Items from a data source
- - -
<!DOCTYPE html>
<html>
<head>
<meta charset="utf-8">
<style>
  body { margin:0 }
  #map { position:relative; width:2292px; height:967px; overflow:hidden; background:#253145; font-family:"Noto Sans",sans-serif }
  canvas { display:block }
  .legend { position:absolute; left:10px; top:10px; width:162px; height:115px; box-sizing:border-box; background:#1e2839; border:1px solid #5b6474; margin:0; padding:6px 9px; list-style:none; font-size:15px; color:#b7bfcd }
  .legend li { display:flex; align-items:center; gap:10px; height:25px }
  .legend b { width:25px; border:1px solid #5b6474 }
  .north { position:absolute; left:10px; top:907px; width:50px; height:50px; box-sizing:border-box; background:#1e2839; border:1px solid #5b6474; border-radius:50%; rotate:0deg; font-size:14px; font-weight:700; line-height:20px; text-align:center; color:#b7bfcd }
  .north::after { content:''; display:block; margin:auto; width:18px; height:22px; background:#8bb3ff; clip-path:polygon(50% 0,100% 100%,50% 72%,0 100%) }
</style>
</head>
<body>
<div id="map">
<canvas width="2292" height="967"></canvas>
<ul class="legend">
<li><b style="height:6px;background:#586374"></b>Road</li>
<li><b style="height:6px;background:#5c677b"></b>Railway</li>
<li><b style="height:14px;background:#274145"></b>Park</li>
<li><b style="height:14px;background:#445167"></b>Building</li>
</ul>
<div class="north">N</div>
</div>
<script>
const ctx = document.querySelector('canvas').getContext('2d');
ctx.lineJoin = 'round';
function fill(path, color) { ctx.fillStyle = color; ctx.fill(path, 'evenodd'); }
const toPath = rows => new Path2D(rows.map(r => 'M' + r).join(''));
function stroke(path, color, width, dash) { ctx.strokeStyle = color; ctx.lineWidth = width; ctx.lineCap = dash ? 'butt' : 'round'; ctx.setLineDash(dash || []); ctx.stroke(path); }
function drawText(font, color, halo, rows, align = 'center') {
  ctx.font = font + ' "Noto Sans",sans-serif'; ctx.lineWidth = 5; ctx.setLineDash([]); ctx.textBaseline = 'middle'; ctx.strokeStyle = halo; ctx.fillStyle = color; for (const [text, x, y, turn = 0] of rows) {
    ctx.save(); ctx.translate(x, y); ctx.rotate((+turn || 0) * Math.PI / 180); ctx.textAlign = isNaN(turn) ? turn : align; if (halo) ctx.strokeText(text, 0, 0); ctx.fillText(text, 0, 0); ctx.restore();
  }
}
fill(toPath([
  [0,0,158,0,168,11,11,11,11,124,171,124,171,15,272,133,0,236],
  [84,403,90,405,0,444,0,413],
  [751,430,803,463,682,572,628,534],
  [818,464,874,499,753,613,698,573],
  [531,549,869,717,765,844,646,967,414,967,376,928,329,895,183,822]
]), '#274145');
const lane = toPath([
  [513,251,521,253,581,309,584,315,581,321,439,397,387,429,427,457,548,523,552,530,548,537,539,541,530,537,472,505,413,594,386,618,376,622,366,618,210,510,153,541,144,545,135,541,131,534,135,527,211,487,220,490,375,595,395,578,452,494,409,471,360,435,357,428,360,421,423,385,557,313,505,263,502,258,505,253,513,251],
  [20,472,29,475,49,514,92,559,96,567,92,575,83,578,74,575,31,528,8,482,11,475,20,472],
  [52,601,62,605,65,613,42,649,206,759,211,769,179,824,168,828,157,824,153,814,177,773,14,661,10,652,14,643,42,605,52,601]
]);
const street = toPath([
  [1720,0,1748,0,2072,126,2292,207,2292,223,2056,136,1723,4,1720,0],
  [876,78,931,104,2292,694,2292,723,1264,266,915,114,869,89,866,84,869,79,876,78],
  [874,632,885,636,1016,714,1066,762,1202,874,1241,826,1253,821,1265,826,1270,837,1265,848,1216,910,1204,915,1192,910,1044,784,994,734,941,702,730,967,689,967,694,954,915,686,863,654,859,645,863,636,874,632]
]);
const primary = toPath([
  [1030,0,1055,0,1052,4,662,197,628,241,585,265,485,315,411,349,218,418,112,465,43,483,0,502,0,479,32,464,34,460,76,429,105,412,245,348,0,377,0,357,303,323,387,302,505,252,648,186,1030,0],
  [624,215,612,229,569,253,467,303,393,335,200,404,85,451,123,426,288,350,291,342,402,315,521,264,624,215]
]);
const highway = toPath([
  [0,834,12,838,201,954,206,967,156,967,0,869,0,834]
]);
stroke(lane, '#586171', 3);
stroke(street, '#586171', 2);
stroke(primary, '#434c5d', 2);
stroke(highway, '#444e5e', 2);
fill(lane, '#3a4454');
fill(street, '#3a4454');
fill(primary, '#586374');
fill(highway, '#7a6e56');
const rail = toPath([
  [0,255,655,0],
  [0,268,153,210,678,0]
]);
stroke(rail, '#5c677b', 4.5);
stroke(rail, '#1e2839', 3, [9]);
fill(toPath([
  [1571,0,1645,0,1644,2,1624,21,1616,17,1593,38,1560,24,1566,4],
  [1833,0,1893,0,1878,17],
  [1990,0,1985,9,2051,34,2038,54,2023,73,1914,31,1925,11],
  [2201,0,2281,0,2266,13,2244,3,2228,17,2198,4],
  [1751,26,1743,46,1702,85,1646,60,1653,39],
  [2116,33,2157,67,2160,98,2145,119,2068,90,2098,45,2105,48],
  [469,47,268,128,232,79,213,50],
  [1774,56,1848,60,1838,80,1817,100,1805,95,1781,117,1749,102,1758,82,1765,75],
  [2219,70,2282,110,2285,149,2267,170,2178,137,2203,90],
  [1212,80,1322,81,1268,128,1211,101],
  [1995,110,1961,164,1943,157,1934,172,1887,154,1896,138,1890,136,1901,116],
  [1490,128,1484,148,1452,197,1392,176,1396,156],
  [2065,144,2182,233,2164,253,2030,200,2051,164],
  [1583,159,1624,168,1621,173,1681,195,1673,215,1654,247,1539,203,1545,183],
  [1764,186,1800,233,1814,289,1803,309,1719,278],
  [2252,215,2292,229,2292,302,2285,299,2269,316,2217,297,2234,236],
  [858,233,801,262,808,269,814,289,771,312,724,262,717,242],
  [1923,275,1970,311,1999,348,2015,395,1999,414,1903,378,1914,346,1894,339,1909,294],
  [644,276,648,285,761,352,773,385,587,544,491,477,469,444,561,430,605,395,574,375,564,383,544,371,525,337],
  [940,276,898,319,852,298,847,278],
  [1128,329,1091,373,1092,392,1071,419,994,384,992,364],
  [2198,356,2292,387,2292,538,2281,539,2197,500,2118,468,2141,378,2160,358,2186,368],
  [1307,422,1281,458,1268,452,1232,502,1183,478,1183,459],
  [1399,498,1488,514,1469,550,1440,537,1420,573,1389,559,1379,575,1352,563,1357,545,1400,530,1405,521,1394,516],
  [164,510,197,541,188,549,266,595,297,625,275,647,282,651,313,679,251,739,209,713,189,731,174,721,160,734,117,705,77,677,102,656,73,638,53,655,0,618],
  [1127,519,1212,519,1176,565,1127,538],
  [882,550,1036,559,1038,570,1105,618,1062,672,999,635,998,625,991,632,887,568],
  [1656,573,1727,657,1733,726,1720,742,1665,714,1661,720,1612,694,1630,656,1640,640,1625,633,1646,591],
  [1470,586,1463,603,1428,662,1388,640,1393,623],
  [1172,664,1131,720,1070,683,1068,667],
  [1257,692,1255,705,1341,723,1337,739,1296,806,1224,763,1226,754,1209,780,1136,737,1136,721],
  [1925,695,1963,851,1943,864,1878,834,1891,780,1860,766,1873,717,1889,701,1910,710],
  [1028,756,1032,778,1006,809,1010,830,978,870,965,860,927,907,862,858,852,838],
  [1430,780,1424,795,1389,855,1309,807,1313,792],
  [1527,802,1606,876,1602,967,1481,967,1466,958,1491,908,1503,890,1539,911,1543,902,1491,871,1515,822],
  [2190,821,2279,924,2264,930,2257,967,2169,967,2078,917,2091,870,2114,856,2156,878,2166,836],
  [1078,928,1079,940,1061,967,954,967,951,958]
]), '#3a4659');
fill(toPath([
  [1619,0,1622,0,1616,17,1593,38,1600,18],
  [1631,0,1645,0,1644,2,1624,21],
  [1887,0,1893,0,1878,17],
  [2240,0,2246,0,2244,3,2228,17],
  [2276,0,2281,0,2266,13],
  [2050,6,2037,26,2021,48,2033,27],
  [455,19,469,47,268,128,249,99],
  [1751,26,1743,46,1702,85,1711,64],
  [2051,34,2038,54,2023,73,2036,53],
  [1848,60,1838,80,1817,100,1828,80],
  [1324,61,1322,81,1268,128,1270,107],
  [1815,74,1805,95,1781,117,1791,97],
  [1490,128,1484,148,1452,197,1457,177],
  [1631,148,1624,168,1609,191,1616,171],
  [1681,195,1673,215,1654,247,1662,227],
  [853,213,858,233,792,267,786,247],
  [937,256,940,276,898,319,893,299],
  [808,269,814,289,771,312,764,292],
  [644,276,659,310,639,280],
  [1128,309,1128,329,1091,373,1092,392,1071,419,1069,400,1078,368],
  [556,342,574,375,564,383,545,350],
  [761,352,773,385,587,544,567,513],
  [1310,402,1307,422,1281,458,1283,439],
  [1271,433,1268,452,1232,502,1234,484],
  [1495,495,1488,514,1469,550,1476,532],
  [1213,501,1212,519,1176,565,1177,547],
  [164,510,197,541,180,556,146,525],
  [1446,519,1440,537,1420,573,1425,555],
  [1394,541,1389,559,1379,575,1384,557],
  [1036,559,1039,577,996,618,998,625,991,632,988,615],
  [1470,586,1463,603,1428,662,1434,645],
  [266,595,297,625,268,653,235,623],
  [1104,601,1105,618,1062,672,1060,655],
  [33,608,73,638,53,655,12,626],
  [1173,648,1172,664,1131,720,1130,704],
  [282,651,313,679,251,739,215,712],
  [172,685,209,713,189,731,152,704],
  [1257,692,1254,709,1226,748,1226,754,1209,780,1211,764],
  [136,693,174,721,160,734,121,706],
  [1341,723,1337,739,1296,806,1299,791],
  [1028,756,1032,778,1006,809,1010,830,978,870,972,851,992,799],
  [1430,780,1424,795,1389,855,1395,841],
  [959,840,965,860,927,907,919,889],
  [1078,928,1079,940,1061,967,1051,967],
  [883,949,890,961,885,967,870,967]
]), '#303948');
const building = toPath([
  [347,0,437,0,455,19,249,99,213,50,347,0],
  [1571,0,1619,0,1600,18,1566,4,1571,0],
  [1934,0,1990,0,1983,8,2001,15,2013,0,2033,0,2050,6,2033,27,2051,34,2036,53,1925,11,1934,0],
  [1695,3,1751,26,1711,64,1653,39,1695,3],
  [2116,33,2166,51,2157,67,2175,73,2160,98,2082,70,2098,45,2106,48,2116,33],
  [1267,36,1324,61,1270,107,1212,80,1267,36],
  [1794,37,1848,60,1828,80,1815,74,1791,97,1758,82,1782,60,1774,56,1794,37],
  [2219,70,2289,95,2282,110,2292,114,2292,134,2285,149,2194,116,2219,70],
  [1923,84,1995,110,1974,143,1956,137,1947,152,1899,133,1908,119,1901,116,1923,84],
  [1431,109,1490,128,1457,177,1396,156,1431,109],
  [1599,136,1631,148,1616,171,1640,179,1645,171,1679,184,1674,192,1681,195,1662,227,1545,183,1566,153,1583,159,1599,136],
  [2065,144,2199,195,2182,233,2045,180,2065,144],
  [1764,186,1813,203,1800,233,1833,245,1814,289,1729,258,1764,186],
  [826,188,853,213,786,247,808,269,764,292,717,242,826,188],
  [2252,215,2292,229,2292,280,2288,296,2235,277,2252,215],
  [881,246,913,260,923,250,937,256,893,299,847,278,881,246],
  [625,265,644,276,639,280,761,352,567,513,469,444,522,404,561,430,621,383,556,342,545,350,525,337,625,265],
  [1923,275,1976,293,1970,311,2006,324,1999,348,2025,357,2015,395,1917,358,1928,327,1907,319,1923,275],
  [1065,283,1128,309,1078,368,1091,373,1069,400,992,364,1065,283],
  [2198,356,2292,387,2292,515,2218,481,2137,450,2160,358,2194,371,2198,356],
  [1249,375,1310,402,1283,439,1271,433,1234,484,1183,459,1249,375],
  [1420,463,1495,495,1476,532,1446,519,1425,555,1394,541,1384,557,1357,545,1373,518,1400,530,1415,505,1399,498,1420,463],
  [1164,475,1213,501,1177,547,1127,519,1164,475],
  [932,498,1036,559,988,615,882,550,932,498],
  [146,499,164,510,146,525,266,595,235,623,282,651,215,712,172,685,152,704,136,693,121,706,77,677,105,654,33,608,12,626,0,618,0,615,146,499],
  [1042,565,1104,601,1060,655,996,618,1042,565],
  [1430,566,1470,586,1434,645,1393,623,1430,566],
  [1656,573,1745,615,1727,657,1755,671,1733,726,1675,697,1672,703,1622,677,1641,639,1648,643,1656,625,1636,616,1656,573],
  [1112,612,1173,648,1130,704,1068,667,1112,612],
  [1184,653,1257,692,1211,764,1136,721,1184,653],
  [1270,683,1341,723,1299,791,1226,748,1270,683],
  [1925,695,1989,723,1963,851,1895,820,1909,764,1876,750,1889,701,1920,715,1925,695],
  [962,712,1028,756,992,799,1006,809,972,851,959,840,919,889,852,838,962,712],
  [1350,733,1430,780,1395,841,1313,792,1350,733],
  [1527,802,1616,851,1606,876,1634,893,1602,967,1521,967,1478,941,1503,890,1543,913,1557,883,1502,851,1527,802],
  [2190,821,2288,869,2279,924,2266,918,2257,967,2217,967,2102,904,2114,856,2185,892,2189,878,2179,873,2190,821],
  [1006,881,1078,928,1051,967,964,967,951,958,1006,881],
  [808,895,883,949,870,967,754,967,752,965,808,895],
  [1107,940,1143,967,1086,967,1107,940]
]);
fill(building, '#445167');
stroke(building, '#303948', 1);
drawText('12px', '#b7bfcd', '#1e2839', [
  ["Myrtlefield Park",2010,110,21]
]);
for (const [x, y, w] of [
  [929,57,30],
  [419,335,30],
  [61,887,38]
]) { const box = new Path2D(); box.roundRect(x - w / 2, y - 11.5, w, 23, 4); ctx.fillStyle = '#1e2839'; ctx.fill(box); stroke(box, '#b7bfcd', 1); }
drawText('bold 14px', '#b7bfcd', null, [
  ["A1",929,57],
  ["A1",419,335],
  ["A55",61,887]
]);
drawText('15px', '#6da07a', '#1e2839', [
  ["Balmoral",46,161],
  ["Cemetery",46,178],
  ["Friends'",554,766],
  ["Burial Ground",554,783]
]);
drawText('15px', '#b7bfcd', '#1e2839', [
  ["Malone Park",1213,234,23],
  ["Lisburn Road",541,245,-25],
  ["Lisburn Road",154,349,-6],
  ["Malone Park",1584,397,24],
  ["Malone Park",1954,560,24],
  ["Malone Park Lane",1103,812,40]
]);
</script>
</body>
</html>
- - -
PROBLEM REQUIREMENTS: Please give the number of lines in the data above that include the string "canvas", and nothing else.

ANSWER BOX: 3